* To do
After finding the line with "M464 807 545 858 522 902 430 862Z" in the entries below, retype exactly each line from there through the line with "M274 1022 342 1076 311 1121 242 1075Z", including that final line.
*** Excerpted records ***
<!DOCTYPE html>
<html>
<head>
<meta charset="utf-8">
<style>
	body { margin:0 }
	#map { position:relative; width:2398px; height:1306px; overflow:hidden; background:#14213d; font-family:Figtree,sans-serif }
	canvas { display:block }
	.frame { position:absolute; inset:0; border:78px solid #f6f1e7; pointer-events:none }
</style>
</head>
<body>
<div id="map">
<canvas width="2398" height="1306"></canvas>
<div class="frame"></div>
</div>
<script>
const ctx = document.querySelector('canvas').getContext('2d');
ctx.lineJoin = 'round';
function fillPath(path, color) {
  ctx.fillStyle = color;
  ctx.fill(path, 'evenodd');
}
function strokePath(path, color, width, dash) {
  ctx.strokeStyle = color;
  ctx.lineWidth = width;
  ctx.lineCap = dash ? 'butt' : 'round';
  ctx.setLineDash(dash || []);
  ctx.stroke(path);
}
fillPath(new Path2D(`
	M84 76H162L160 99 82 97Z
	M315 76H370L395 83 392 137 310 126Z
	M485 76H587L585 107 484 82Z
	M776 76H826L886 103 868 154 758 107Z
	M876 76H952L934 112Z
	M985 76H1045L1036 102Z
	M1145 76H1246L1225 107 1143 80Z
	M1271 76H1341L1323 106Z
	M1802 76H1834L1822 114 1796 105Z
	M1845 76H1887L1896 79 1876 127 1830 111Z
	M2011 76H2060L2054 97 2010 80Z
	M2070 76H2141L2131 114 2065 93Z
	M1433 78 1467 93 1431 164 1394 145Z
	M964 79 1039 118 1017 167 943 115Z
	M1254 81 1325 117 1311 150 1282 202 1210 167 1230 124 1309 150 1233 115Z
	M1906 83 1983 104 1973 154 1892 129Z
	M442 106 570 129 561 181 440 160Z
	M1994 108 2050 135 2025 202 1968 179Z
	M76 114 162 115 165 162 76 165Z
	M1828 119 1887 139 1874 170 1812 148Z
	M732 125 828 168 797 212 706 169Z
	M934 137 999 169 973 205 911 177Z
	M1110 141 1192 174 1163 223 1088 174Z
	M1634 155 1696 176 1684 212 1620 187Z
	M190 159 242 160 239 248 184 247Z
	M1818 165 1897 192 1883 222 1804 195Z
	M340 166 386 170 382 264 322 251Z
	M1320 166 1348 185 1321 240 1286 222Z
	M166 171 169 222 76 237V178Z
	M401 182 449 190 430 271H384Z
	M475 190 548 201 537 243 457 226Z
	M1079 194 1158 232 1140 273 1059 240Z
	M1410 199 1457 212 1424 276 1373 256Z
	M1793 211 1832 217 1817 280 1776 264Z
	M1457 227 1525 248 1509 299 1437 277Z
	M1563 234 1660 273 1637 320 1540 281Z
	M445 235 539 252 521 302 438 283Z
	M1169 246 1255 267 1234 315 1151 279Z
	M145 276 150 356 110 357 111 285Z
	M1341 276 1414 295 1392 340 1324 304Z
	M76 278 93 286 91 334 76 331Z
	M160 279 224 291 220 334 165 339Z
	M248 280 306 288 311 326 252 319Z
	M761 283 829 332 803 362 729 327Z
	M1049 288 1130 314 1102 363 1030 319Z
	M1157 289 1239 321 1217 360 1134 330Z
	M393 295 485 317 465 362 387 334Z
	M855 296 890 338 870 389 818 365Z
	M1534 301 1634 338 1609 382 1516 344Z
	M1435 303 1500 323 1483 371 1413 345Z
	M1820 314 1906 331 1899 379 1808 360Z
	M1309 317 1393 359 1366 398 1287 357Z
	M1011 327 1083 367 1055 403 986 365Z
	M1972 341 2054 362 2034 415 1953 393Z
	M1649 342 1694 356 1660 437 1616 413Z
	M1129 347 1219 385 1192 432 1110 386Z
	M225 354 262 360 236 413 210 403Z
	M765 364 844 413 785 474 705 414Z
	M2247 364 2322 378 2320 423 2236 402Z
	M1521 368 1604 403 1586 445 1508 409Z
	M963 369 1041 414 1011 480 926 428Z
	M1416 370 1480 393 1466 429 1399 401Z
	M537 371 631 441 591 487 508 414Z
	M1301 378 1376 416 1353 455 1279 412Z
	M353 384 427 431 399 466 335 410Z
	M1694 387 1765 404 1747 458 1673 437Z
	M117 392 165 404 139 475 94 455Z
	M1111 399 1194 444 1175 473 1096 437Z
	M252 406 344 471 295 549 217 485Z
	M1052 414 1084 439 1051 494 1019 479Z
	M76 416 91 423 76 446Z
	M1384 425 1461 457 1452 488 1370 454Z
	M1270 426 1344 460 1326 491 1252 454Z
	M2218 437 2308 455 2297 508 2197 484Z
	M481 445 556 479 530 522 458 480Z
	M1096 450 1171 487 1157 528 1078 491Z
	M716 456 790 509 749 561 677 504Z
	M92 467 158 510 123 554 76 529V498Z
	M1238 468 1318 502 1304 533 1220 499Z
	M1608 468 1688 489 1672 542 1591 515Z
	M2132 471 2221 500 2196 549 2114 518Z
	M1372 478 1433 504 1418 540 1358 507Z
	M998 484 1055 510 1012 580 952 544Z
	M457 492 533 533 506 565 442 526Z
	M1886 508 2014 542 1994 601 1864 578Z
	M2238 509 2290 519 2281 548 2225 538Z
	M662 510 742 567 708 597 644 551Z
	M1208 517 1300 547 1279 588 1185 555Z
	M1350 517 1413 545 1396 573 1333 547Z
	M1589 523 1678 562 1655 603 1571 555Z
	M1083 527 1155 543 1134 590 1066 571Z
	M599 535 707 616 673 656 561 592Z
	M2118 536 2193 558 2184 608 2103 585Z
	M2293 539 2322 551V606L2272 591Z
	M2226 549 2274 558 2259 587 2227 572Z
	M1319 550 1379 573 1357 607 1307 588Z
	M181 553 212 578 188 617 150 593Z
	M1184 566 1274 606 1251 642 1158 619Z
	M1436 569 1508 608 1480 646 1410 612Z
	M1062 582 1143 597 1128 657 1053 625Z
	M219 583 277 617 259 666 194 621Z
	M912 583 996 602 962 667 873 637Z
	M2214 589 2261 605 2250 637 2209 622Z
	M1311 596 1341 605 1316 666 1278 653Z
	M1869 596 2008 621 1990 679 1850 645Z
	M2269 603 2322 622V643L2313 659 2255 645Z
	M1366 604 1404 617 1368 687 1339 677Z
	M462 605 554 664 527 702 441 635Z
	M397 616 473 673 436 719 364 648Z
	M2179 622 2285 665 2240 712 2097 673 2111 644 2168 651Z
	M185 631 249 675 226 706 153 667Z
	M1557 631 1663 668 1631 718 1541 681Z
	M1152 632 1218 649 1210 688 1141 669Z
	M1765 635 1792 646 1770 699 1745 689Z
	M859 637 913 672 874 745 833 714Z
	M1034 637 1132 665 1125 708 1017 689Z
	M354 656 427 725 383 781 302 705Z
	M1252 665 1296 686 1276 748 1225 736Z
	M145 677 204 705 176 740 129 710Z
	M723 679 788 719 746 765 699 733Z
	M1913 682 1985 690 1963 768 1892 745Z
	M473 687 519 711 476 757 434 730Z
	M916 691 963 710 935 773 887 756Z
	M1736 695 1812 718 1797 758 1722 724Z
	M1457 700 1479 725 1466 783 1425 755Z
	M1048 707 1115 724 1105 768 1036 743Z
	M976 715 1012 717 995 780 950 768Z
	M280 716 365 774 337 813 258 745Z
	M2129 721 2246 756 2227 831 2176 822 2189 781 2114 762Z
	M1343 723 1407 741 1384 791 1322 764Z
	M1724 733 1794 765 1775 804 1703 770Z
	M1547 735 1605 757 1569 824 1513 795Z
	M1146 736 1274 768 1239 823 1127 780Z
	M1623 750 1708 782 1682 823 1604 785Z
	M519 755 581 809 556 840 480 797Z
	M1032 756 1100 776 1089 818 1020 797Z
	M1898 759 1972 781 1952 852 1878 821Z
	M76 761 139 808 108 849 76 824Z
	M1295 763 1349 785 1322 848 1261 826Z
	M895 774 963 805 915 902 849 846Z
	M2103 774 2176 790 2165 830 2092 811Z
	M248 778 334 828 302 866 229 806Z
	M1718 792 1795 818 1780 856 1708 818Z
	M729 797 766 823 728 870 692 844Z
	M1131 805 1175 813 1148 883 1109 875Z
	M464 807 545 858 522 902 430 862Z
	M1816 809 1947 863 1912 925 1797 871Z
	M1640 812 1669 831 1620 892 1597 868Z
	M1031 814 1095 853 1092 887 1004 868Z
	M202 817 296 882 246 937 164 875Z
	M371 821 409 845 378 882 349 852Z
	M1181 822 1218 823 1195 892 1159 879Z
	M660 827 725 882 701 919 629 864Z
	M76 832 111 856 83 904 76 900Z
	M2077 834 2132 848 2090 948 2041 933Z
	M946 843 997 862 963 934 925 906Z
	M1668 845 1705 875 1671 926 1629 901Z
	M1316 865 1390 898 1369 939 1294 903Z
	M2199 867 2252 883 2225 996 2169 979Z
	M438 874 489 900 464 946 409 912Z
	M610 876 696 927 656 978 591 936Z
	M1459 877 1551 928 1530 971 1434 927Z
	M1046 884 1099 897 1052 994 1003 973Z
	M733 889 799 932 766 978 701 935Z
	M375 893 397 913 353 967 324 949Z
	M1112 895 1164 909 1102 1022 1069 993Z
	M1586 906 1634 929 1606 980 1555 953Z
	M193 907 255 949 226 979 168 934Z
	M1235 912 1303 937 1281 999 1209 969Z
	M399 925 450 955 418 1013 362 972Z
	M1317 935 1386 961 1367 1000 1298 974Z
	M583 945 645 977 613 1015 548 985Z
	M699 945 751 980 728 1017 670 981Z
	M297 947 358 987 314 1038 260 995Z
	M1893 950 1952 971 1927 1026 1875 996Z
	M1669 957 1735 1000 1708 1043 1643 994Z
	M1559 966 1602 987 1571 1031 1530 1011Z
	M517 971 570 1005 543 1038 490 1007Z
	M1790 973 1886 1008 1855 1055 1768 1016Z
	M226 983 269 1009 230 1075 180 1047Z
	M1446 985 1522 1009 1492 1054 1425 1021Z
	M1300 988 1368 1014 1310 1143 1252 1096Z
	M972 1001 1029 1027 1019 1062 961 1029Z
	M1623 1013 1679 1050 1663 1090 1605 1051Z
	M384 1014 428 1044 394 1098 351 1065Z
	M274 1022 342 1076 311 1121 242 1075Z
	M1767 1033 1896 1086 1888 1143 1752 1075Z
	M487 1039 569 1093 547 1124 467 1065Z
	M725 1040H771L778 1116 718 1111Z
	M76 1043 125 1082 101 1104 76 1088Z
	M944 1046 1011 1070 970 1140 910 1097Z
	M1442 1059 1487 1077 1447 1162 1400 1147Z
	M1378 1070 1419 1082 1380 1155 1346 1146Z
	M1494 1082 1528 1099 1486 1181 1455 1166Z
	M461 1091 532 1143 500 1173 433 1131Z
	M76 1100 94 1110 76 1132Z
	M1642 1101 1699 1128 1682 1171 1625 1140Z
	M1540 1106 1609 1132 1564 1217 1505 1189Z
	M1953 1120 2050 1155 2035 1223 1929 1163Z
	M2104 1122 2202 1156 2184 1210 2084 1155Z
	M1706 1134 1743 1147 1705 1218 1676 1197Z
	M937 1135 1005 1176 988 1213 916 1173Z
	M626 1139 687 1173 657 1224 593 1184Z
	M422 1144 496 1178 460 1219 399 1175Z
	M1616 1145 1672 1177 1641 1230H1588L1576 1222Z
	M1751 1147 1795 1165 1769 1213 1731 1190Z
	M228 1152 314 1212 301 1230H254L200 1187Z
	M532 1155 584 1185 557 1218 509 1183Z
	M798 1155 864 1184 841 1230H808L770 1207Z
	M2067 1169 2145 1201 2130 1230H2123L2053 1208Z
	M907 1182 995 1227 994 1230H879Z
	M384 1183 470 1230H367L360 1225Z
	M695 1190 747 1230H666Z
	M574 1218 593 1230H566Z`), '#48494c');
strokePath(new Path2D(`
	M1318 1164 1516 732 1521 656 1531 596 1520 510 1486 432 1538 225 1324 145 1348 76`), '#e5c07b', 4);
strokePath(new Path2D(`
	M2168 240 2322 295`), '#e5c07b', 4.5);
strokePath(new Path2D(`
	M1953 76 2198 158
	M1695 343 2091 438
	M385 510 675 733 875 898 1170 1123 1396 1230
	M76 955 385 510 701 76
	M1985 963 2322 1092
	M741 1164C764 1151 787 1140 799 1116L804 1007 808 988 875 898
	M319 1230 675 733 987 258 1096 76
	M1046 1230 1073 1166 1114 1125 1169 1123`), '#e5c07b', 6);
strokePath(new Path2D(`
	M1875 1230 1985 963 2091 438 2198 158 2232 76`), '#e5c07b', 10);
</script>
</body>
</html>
***
* Solution below
	M464 807 545 858 522 902 430 862Z
	M1816 809 1947 863 1912 925 1797 871Z
	M1640 812 1669 831 1620 892 1597 868Z
	M1031 814 1095 853 1092 887 1004 868Z
	M202 817 296 882 246 937 164 875Z
	M371 821 409 845 378 882 349 852Z
	M1181 822 1218 823 1195 892 1159 879Z
	M660 827 725 882 701 919 629 864Z
	M76 832 111 856 83 904 76 900Z
	M2077 834 2132 848 2090 948 2041 933Z
	M946 843 997 862 963 934 925 906Z
	M1668 845 1705 875 1671 926 1629 901Z
	M1316 865 1390 898 1369 939 1294 903Z
	M2199 867 2252 883 2225 996 2169 979Z
	M438 874 489 900 464 946 409 912Z
	M610 876 696 927 656 978 591 936Z
	M1459 877 1551 928 1530 971 1434 927Z
	M1046 884 1099 897 1052 994 1003 973Z
	M733 889 799 932 766 978 701 935Z
	M375 893 397 913 353 967 324 949Z
	M1112 895 1164 909 1102 1022 1069 993Z
	M1586 906 1634 929 1606 980 1555 953Z
	M193 907 255 949 226 979 168 934Z
	M1235 912 1303 937 1281 999 1209 969Z
	M399 925 450 955 418 1013 362 972Z
	M1317 935 1386 961 1367 1000 1298 974Z
	M583 945 645 977 613 1015 548 985Z
	M699 945 751 980 728 1017 670 981Z
	M297 947 358 987 314 1038 260 995Z
	M1893 950 1952 971 1927 1026 1875 996Z
	M1669 957 1735 1000 1708 1043 1643 994Z
	M1559 966 1602 987 1571 1031 1530 1011Z
	M517 971 570 1005 543 1038 490 1007Z
	M1790 973 1886 1008 1855 1055 1768 1016Z
	M226 983 269 1009 230 1075 180 1047Z
	M1446 985 1522 1009 1492 1054 1425 1021Z
	M1300 988 1368 1014 1310 1143 1252 1096Z
	M972 1001 1029 1027 1019 1062 961 1029Z
	M1623 1013 1679 1050 1663 1090 1605 1051Z
	M384 1014 428 1044 394 1098 351 1065Z
	M274 1022 342 1076 311 1121 242 1075Z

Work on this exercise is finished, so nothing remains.